Prompt: Scan the material below for every line with the string "Give", and copy those lines.
■ ■ ■ ■ ■
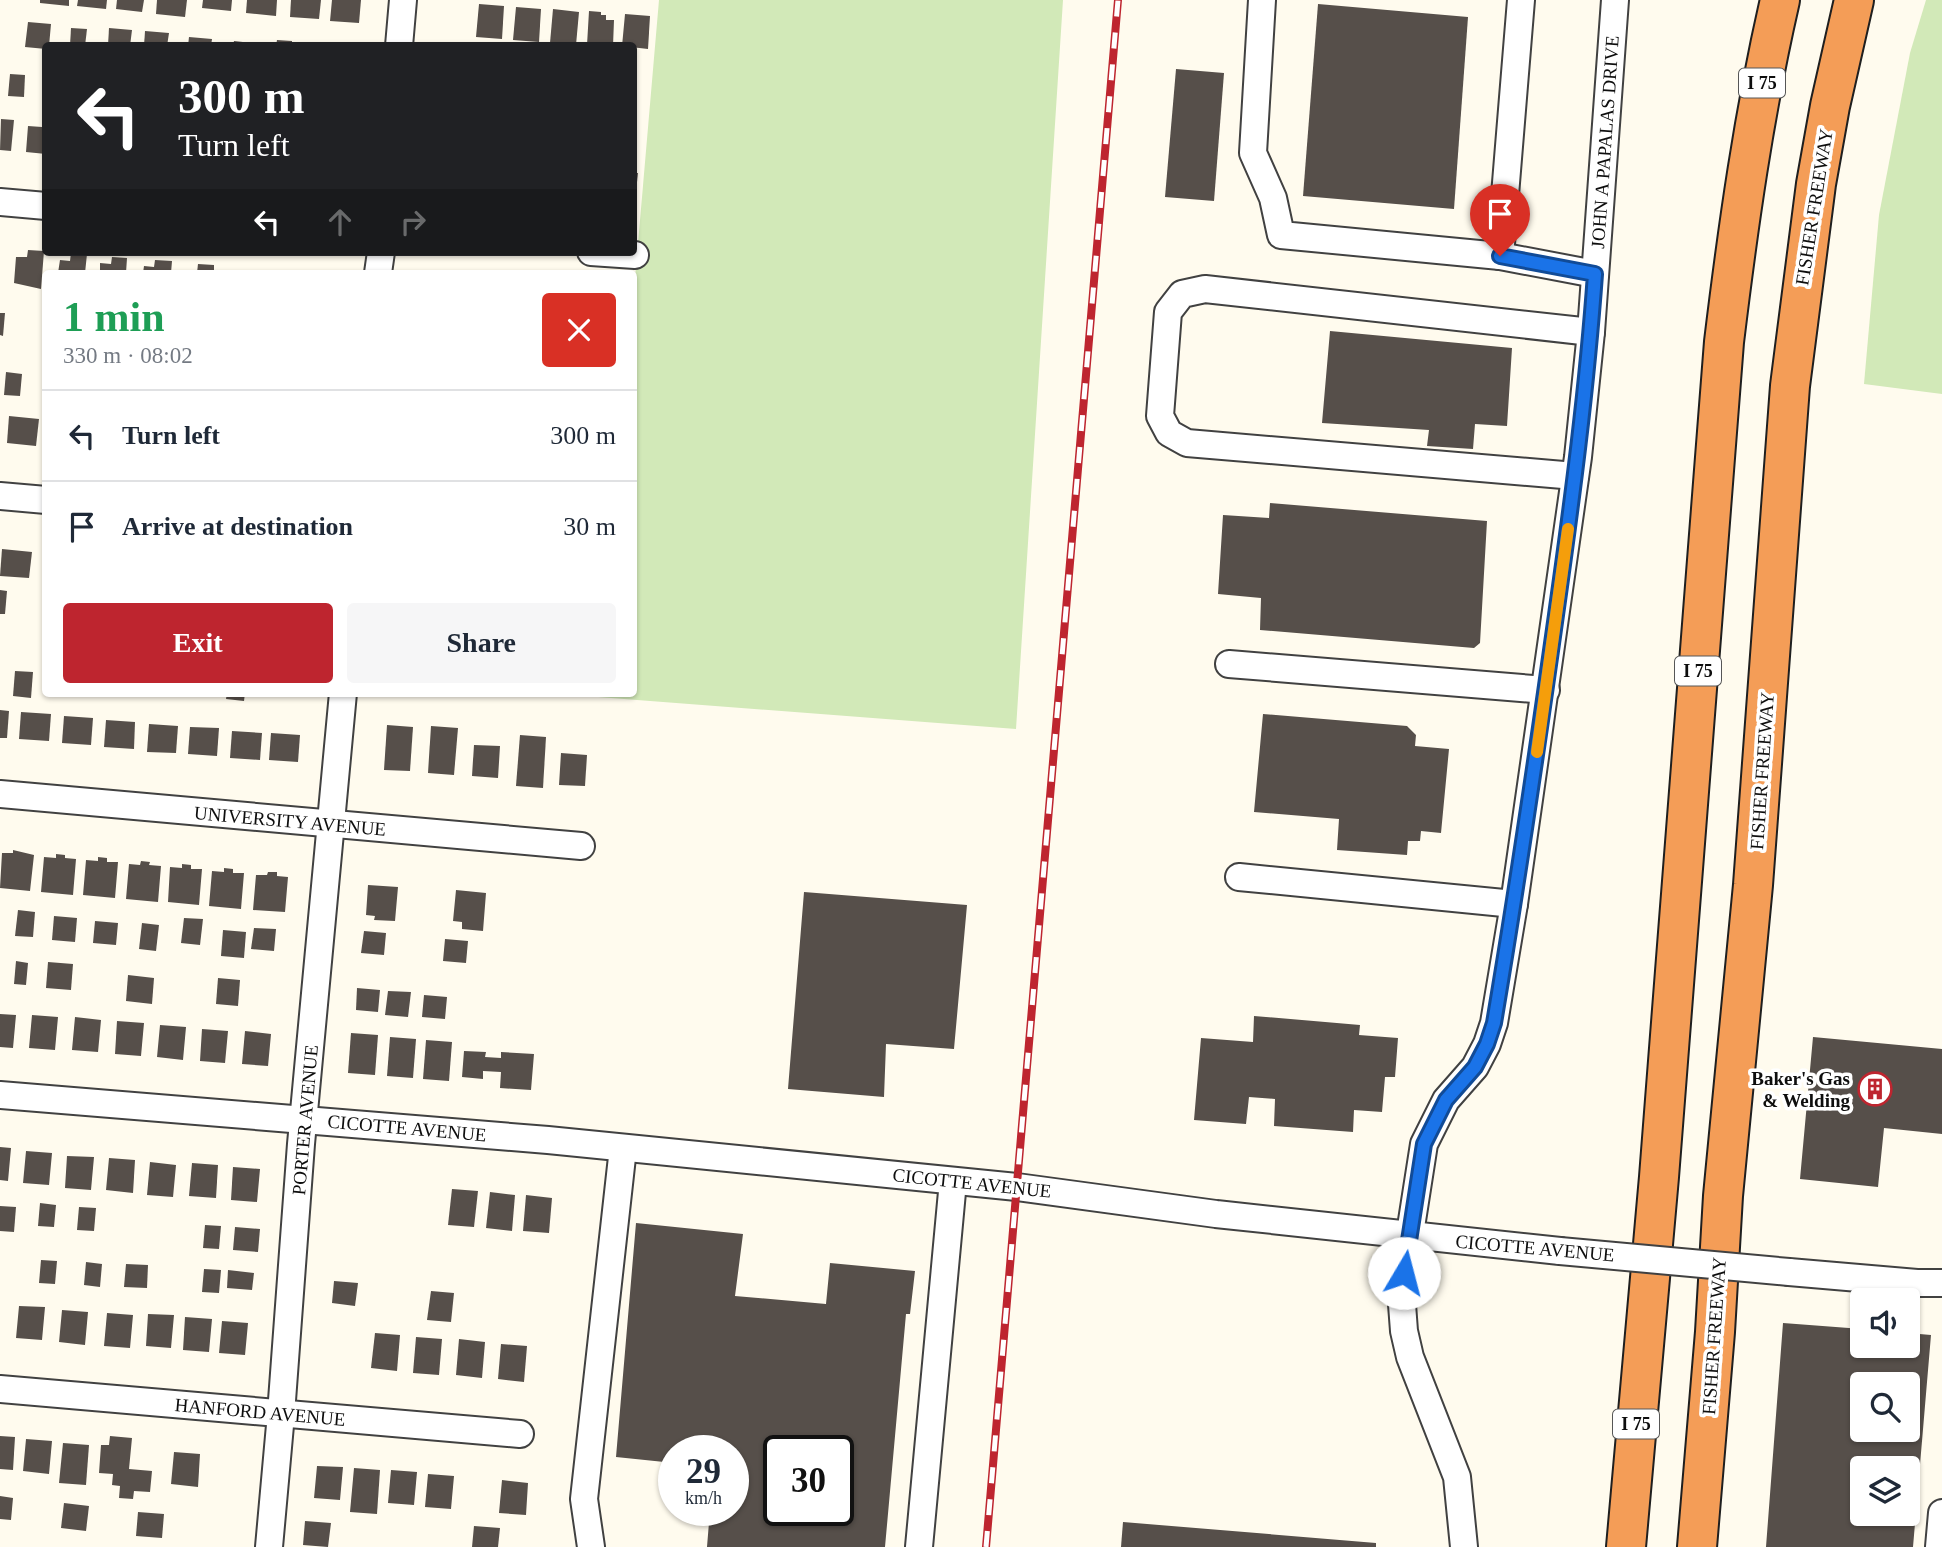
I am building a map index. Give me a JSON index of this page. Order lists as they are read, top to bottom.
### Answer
{
  "streets": {
    "highway": ["I 75", "FISHER FREEWAY"],
    "street": [
      "JOHN A PAPALAS DRIVE",
      "UNIVERSITY AVENUE",
      "PORTER AVENUE",
      "CICOTTE AVENUE",
      "HANFORD AVENUE"
    ]
  },
  "crossings": [
    ["JOHN A PAPALAS DRIVE", "CICOTTE AVENUE"],
    ["UNIVERSITY AVENUE", "PORTER AVENUE"],
    ["PORTER AVENUE", "CICOTTE AVENUE"],
    ["PORTER AVENUE", "HANFORD AVENUE"]
  ],
  "places": {
    "building": ["Baker's Gas & Welding"]
  },
  "page": {
    "turn": ["300 m", "Turn left"],
    "heading": ["1 min", "330 m · 08:02"],
    "list": [
      {
        "name": "Turn left",
        "value": "300 m"
      },
      {
        "name": "Arrive at destination",
        "value": "30 m"
      }
    ],
    "buttons": ["Exit", "Share"],
    "speed": "29 km/h",
    "limit": "30"
  }
}
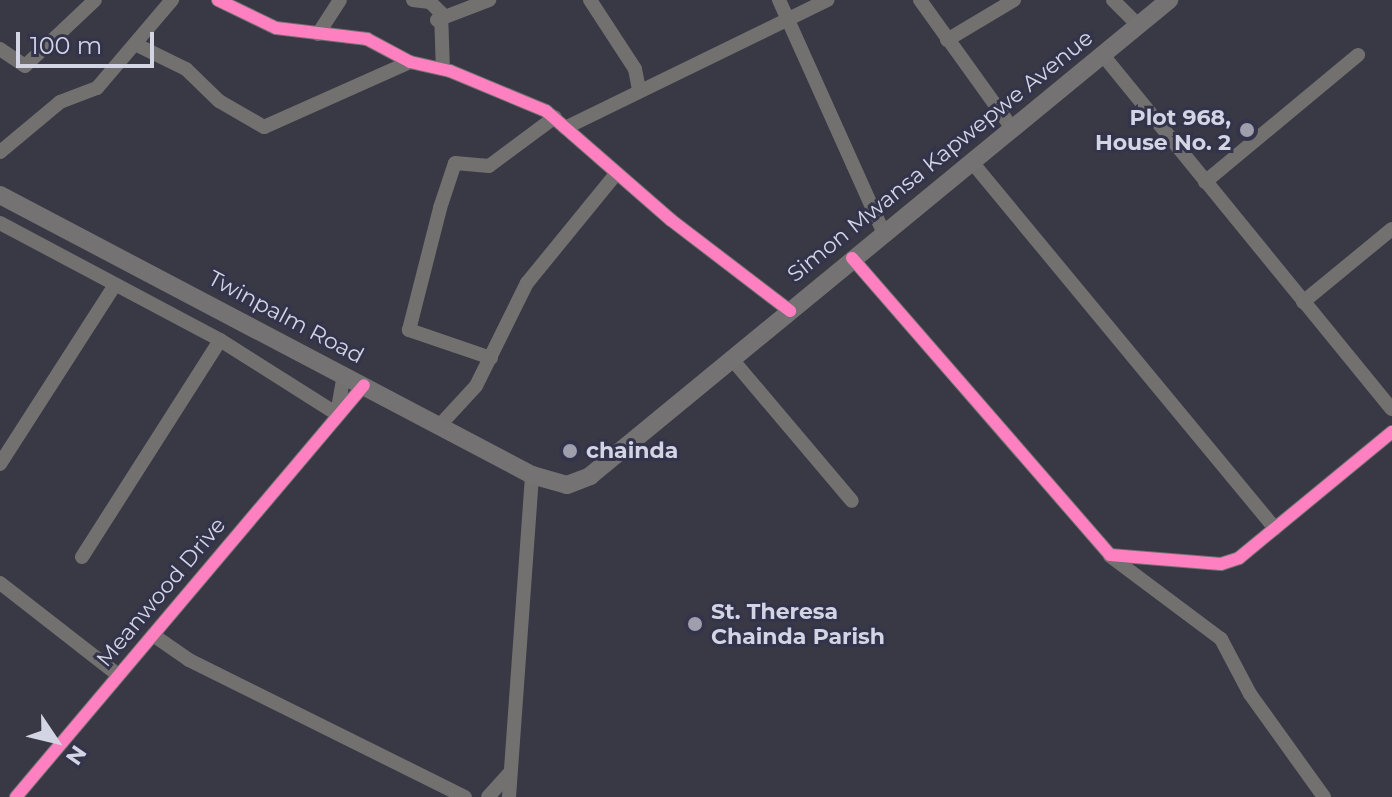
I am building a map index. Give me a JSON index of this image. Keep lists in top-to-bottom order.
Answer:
{
  "streets": {
    "main road": ["Simon Mwansa Kapwepwe Avenue", "Twinpalm Road"],
    "street": ["Meanwood Drive"]
  },
  "crossings": [
    ["Simon Mwansa Kapwepwe Avenue", "Twinpalm Road"],
    ["Twinpalm Road", "Meanwood Drive"]
  ],
  "places": ["Plot 968, House No. 2", "chainda", "St. Theresa Chainda Parish"],
  "scale_bar": "100 m",
  "north": "bottom right"
}
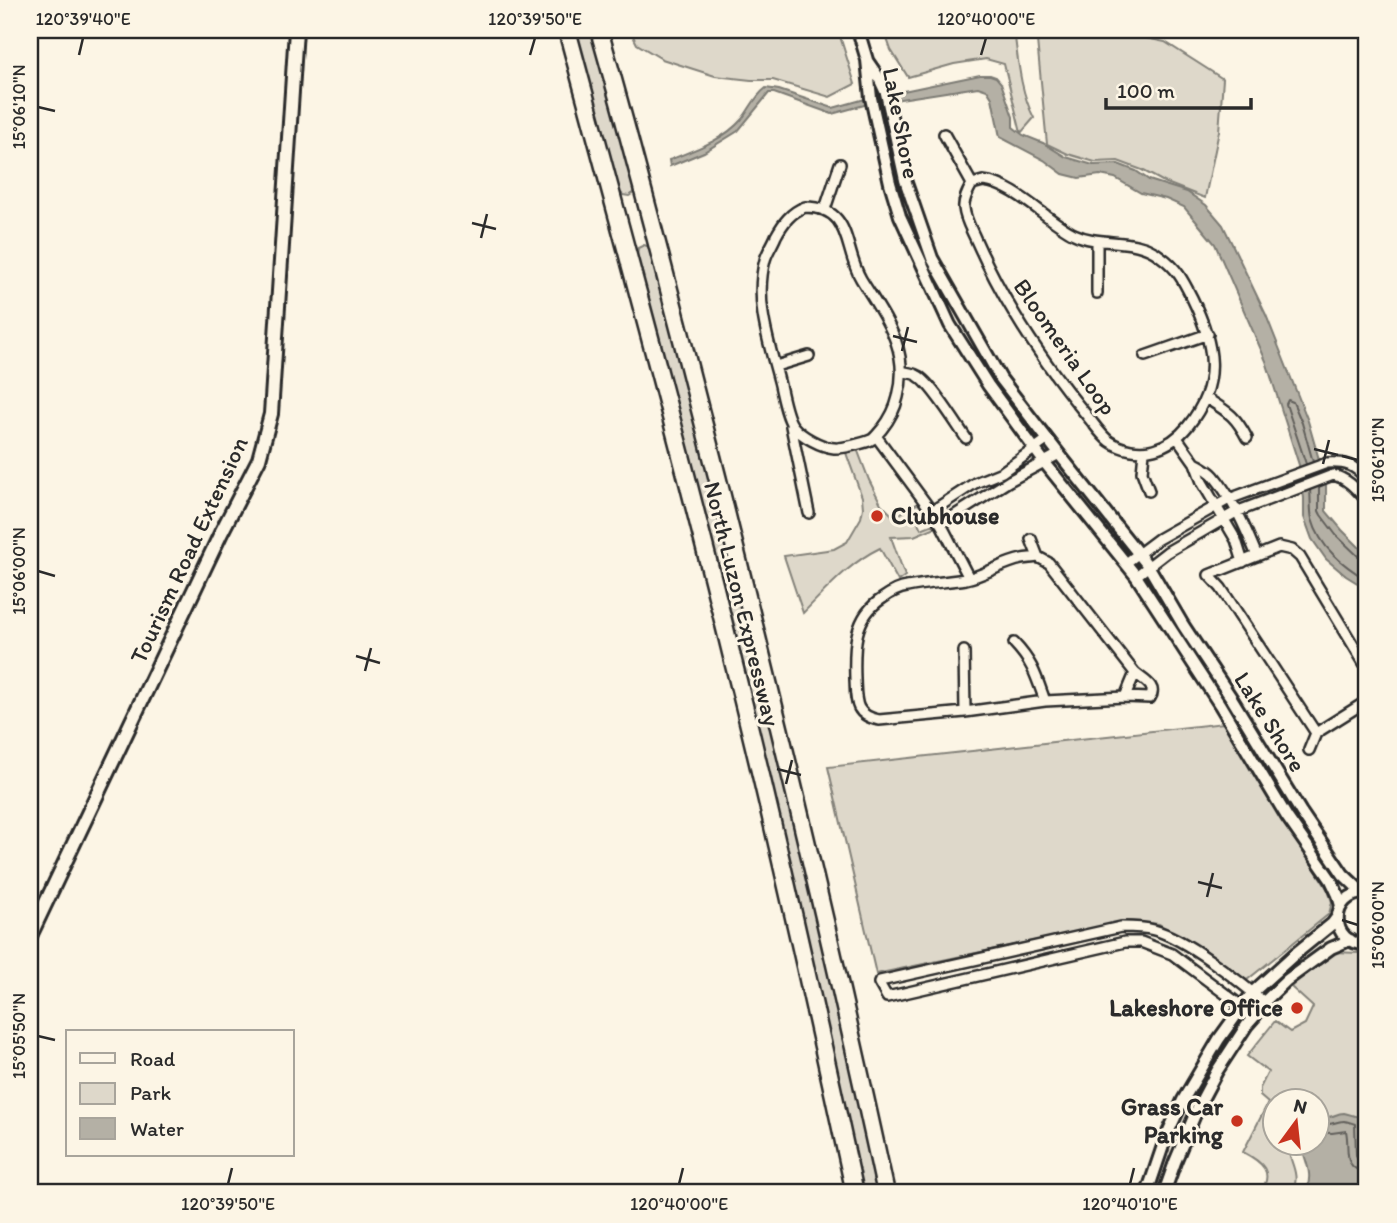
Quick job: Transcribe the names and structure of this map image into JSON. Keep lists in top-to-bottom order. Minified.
{"streets":{"highway":["North Luzon Expressway"],"main road":["Tourism Road Extension"],"street":["Lake Shore","Bloomeria Loop"]},"places":["Clubhouse","Lakeshore Office","Grass Car Parking"],"legend":["Road","Park","Water"],"scale_bar":"100 m","north":"top","coordinates":["120°39'40\"E","120°39'50\"E","120°40'00\"E","15°06'10\"N","15°06'00\"N","15°05'50\"N","120°40'10\"E"]}
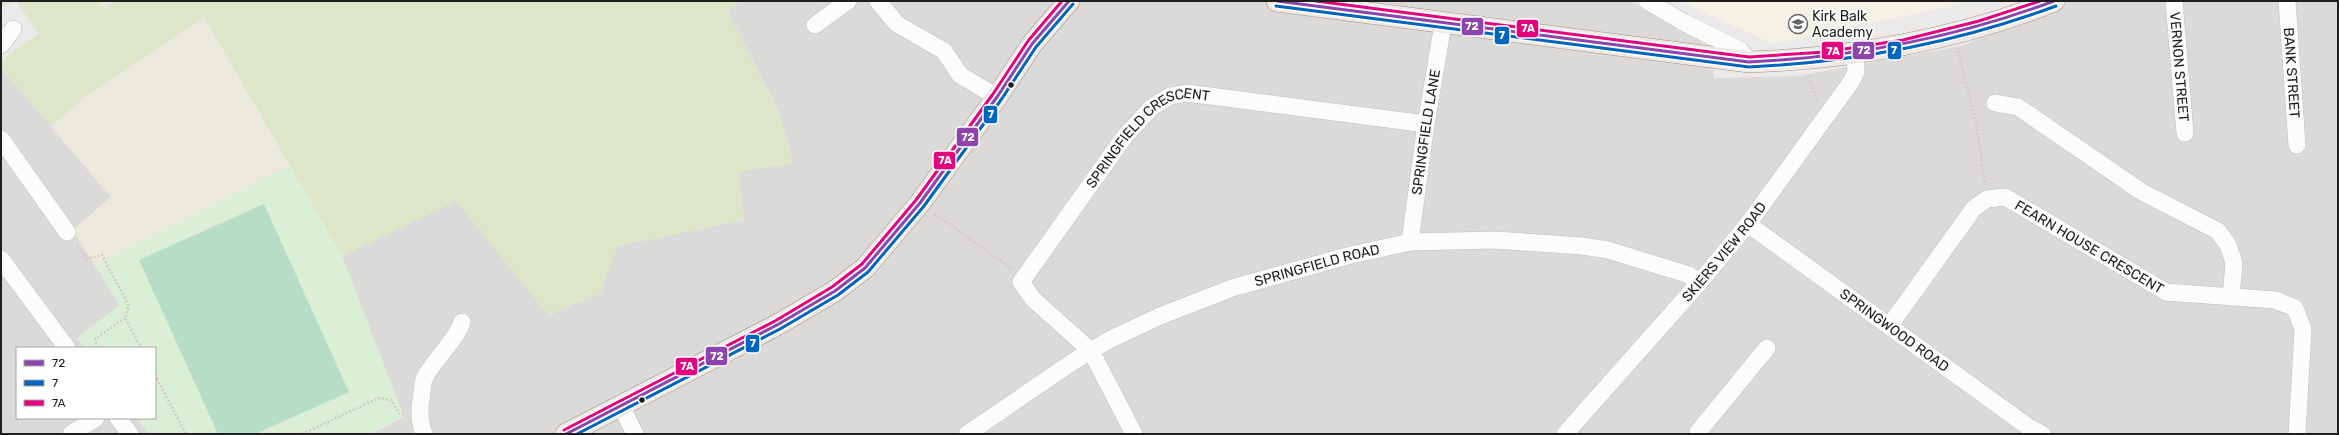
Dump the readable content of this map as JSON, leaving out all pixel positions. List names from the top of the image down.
■ ■ ■ ■ ■
Reply to the task:
I am building a map index. Give me a JSON index of this page. Order lists as they are read, top to bottom.
I am building a map index. Give me a JSON index of this image. Keep lists in top-to-bottom order.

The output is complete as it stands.